Here's the big issue: the USA has so much old legacy communications infrastructure that the cost of upgrading it to support broadband Internet is exorbitantly expensive, especially in the older large metropolitan areas in the USA. And of course, because of the large rural population, most of them are out of the reach of DSL or cable broadband. It's essentially the so-called Last Mile Problem, something that's less of an issue in densely-populated Europe, Japan, and South Korea, where there are enough people per square kilometer to justify the exorbitant cost of setting up land-line broadband connections for everyone locally.
So how do we get around this problem? The answer is wide-scale wireless Internet access using 802.16/802.20 WiMax technologies, which will start rolling out in the USA in 2006. Unlike 802.11x WiFi technologies, WiMax can handle thousands of users per antenna array at essentially light of sight range at 2-4 Mbps data transfer speeds. It's vastly cheaper to put up an array of WiMax antennas than to hardware every business or residence to support DSL or cable broadband; this will also allow many rural communities to get broadband for the first time. I think WiMax will roll out by using the same antenna arrays used by cellphones, so already we'll have pretty substantial national coverage anyway.
I live in a major metropolitan area. Trying to get a reliable broadband connection to my house was hellish.
I wouldn't be quite so bitter if Verizon (formerly Bell Atlantic) hadn't gotten billions from the state of PA to be able to deliver 45Mbps upstream and downstream broadband to the door of a majority of the state. Ten years later, the Pennsylvania Utilities Commission let them off the hook on that agreement, and I still can't get a clean DSL connection to my damn house.
If a large company that was paid to deliver such services can't manage to do so to someone who lives in a nice area of a major metropolitan area, especially when given ten years to do so, then the problem isn't the size of the country. The problem is the lack of accountability and the ability to charge for services without delivering.
I should also add that to this day, Verizon keeps sending me ads saying I can get DSL to my house. They're more than happy to try and sign me up again. They just can't be bothered to actually deliver the service.
How about this, don't live in the suburbs. I live in NYC, and I can get broadband for about $30/month, and it's relatively fast (1.5 M/bit each way, roughly, for pretty much any of the options), available everywhere, and has very low latency.

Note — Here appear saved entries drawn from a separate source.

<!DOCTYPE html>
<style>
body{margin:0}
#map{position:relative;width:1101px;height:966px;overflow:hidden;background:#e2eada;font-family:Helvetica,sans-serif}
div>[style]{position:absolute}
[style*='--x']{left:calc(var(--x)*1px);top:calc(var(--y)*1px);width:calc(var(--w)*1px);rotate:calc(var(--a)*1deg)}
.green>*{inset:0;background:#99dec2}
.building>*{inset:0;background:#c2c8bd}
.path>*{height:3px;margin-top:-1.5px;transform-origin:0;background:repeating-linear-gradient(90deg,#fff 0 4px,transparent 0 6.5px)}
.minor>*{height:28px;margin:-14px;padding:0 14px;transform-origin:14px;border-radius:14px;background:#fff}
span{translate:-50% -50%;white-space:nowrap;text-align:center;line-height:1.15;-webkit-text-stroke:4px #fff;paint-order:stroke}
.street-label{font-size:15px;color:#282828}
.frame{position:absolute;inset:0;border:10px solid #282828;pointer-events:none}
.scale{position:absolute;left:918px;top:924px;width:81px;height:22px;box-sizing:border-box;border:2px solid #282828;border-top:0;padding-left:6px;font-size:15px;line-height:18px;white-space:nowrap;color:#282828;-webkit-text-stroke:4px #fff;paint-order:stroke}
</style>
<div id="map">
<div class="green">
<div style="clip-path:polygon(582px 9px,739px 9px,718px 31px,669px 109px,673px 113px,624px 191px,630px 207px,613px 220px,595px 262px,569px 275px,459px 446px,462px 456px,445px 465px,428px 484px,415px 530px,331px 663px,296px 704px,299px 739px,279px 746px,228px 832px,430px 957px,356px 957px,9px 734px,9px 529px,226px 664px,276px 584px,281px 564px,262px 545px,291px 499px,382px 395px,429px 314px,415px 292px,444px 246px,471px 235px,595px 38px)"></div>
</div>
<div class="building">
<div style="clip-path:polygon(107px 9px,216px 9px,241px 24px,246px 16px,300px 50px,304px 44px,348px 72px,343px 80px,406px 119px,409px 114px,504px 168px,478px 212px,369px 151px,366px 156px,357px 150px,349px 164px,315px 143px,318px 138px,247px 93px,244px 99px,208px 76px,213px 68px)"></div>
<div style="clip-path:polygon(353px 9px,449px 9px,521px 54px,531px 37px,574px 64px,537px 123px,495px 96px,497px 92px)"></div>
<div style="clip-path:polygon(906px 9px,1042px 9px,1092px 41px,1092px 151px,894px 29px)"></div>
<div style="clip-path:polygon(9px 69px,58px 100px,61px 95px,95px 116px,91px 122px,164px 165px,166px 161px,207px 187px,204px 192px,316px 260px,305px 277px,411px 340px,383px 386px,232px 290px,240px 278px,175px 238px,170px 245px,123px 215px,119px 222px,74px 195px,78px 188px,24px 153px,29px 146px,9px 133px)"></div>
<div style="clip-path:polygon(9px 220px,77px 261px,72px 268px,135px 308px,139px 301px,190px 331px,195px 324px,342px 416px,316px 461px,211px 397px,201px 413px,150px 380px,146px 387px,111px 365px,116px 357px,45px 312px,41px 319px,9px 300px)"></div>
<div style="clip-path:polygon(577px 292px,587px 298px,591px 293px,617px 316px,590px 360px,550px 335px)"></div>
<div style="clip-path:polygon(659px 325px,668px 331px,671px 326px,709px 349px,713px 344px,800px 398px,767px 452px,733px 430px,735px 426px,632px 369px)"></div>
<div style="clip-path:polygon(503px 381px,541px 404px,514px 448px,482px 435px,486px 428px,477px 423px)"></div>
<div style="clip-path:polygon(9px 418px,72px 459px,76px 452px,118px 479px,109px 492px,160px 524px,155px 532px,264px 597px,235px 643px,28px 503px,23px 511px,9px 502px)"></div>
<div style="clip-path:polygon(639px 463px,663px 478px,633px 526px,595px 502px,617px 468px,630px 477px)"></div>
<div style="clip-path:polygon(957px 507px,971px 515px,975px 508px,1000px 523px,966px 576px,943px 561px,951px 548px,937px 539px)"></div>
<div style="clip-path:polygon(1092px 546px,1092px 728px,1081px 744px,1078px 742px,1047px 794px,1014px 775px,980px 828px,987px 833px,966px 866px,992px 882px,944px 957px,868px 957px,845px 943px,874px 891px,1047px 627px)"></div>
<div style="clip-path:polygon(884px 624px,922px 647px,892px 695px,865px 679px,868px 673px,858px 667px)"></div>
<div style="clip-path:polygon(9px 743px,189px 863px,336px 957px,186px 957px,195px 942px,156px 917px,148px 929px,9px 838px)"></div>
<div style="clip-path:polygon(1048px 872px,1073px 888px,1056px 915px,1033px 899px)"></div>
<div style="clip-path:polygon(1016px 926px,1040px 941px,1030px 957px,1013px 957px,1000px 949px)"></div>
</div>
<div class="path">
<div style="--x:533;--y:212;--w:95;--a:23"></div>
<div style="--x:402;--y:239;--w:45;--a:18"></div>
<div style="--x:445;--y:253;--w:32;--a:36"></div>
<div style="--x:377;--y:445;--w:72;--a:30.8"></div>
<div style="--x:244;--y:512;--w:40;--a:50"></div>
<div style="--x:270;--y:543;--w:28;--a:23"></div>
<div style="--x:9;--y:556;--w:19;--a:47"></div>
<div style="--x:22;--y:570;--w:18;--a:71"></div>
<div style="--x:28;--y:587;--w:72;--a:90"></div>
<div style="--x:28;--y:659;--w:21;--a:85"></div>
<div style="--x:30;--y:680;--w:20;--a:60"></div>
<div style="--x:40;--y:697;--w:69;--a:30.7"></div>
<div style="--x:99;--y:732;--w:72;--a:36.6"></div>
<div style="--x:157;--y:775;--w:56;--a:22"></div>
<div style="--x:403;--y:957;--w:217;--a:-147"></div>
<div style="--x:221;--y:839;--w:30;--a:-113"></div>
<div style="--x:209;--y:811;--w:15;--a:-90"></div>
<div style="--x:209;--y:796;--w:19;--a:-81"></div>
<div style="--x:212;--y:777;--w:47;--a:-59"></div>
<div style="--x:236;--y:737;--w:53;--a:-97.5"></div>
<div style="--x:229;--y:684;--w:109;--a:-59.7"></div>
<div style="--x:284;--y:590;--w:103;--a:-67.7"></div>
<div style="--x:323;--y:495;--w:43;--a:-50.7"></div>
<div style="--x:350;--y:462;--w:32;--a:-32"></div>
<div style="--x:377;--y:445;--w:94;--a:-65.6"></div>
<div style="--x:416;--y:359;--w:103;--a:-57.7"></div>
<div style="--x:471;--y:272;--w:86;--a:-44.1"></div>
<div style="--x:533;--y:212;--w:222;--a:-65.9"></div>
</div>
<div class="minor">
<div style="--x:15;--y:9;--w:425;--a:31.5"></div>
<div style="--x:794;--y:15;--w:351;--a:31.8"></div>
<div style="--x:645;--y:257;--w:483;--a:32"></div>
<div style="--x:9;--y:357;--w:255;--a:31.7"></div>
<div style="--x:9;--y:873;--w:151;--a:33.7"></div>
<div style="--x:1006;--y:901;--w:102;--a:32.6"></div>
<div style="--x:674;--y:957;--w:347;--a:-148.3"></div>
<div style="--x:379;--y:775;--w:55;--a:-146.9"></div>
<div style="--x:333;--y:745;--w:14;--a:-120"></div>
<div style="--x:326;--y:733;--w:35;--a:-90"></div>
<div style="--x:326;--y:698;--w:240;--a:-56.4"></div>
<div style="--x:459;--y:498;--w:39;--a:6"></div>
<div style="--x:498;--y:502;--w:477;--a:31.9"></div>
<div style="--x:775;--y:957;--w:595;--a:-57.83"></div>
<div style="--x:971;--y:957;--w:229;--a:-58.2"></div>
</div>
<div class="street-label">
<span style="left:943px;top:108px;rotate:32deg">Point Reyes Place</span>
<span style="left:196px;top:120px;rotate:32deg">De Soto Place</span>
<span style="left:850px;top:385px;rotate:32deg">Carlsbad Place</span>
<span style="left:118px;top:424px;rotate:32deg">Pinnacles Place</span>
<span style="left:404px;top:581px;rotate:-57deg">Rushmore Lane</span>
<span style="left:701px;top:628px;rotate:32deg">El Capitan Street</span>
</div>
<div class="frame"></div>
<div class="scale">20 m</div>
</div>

Live in the suburbs, die by the suburbs. The real problem with the US is that we subsidize soccer moms paving over the forests to ahve their white picket fences. Then people bitch because they can't get superfast internet access 1000 miles from nowhere, and they complain that gas costs too much money. Isn't it the responsibility of the city folk to pay for their 100 mile long power lines, phone lines, roads, and the cheap gas to run their SUVs?
Move somewhere decent, and you'll have excellent broadband. Many of the apartment buildings in NYC (like the one I'm in right now) just buy their own DS3, and merge their signal onto the cable going to every apartment. Works quite well, it's the new trend I think. Even if that doesn't work for you, we have at least two providers of DSL, and probably two more of cable. $30 will get you quite a lot of bandwidth around here, even though everything else is quite expensive.
Also, NYC is expensive, but the wages are huge. Travel anywhere, and even when they charge you the ripoff tourist rates, it'll be cheap by comparison. Make 4 times the pay, pay 4 times the bills, save 4 times the money, and get vacations for the same price, not a bad deal.